## WORK REQUIRED
Return the lines of the data below in which the string "auto" occurs.

** MATERIAL FOR THIS EXERCISE follows **

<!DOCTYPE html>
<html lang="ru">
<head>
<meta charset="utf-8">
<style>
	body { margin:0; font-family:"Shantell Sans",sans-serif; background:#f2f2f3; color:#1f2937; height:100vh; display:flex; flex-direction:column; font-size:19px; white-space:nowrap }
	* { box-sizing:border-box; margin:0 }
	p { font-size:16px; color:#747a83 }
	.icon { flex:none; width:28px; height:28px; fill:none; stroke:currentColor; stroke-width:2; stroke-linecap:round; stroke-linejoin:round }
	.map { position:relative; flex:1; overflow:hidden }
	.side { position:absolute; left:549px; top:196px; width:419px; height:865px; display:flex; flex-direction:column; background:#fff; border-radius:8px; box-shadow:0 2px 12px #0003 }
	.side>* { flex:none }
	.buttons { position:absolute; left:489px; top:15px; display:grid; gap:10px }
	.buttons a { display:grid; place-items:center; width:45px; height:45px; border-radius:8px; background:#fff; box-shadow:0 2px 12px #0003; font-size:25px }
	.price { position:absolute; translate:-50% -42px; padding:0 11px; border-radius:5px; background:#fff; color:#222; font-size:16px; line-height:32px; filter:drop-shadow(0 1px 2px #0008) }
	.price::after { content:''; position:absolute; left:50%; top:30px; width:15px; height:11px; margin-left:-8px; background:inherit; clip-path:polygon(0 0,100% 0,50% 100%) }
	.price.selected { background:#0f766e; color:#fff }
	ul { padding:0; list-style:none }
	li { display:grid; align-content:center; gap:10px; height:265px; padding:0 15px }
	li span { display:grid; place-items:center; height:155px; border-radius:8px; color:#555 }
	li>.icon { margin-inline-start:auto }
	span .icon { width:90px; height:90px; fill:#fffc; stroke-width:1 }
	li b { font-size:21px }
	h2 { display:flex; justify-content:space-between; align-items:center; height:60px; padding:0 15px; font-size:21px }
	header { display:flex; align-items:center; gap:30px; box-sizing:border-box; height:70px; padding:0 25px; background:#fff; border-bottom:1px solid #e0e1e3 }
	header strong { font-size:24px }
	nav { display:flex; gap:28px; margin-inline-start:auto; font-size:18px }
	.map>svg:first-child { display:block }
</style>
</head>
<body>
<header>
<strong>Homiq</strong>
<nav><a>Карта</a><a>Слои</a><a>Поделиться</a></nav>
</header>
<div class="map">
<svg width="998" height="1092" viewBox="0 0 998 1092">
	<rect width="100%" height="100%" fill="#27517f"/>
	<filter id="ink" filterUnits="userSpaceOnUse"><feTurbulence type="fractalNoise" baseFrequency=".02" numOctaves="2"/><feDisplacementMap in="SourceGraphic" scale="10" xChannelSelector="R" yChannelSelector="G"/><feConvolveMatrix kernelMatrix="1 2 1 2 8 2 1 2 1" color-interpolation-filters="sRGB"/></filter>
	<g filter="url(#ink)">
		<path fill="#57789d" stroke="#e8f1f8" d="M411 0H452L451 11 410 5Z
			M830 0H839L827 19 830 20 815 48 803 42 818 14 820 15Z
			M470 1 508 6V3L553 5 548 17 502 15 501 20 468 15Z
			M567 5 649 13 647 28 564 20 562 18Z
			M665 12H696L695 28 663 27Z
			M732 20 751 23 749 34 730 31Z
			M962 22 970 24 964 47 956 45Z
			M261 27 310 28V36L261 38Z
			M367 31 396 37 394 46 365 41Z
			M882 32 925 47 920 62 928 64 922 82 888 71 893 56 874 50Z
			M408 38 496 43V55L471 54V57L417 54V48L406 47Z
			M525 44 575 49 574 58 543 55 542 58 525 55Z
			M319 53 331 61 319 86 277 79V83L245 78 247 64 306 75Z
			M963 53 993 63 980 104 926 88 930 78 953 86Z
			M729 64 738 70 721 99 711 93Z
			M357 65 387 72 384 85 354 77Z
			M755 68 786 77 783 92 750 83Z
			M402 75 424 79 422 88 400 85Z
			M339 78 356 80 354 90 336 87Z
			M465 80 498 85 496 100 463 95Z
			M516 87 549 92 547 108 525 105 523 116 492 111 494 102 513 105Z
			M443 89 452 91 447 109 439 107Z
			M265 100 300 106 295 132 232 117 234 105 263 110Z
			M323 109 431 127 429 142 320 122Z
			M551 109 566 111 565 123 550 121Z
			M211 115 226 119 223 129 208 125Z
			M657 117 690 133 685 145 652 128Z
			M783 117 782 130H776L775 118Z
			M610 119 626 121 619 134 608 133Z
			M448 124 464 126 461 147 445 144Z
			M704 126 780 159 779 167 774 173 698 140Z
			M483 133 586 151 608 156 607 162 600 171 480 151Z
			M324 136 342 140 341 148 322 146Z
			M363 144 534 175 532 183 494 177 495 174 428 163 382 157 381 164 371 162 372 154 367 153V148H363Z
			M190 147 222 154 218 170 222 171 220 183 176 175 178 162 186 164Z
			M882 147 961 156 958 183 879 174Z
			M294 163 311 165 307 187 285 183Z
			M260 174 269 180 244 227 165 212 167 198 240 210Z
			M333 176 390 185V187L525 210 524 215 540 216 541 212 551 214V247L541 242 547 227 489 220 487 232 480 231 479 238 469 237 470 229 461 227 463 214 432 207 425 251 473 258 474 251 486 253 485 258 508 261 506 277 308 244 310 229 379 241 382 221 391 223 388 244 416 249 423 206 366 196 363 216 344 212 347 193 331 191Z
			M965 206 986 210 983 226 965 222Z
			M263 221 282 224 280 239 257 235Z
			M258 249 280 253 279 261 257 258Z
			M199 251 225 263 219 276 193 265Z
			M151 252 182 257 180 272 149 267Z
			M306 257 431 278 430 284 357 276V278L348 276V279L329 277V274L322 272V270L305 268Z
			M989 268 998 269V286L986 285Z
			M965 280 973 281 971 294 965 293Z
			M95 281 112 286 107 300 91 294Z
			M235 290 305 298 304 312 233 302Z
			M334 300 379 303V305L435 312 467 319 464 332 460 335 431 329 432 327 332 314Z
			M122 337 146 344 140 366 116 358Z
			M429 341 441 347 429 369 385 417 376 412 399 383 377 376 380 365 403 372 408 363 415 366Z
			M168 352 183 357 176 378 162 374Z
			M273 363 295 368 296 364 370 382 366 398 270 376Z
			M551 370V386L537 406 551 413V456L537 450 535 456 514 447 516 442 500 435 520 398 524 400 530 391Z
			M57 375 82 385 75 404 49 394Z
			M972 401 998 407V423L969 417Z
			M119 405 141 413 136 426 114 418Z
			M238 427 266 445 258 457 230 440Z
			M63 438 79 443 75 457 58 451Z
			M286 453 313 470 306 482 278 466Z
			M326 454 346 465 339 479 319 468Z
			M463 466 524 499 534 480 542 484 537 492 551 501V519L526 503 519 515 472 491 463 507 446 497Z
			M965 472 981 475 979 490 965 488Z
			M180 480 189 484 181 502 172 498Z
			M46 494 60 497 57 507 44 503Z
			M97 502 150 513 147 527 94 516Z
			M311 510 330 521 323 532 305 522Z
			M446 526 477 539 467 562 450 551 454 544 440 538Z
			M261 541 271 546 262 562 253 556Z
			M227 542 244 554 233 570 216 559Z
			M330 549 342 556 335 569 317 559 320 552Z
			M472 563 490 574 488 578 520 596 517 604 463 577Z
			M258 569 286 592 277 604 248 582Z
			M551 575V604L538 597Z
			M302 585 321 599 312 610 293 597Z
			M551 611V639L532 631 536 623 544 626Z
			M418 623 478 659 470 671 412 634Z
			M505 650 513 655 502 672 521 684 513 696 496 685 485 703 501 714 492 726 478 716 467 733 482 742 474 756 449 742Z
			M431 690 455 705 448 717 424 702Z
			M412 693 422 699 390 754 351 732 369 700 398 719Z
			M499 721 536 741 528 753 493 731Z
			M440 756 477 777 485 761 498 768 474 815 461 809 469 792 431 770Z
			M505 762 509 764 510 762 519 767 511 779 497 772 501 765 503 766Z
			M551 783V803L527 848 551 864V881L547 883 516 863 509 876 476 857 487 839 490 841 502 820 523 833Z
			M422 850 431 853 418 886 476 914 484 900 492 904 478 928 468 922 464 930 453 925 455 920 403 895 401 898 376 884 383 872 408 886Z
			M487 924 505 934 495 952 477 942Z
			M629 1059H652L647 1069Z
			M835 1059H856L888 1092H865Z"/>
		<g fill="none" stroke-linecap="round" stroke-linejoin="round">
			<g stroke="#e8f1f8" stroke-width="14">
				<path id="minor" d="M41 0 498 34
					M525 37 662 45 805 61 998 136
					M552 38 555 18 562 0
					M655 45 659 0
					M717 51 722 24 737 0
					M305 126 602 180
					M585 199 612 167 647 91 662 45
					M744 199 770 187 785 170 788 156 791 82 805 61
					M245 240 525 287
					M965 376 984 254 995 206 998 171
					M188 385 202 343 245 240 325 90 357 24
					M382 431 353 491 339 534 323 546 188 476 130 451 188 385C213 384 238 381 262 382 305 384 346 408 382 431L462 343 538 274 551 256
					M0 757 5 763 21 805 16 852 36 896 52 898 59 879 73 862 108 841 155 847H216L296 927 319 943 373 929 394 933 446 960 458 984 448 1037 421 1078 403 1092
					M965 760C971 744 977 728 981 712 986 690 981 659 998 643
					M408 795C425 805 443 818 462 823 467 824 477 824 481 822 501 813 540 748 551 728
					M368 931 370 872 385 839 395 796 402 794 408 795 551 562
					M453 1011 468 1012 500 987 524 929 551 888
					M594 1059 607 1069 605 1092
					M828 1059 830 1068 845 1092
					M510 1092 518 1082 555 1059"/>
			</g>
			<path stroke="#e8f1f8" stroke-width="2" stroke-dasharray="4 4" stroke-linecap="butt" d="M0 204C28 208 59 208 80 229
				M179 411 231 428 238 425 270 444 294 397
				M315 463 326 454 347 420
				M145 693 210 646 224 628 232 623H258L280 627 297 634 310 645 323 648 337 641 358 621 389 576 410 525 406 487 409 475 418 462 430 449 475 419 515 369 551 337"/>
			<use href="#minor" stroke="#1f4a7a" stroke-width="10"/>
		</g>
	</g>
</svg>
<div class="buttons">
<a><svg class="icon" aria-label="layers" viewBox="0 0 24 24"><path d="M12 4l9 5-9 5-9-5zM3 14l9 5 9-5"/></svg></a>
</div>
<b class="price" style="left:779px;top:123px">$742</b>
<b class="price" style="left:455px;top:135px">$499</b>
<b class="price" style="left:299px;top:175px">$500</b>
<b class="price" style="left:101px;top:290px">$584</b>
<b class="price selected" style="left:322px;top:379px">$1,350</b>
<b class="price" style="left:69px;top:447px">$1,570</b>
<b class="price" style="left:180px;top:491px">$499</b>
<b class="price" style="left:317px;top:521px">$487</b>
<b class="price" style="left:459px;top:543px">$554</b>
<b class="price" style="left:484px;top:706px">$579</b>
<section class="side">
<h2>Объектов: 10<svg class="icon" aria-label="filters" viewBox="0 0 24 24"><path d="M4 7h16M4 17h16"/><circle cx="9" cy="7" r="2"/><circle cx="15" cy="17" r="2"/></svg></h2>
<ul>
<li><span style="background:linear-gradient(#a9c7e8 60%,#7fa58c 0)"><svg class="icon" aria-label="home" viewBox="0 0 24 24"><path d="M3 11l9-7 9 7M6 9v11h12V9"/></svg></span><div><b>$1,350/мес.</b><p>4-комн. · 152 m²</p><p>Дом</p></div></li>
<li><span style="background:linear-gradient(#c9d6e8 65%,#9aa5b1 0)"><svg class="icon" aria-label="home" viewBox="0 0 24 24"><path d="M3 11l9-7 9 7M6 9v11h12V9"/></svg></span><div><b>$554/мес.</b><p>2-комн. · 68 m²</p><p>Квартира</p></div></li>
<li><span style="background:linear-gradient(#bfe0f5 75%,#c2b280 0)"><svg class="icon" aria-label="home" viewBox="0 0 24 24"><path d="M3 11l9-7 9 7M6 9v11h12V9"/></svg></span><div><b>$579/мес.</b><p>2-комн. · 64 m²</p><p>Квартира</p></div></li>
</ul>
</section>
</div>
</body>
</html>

** End of MATERIAL FOR THIS EXERCISE **

## RESULT
	li>.icon { margin-inline-start:auto }
	nav { display:flex; gap:28px; margin-inline-start:auto; font-size:18px }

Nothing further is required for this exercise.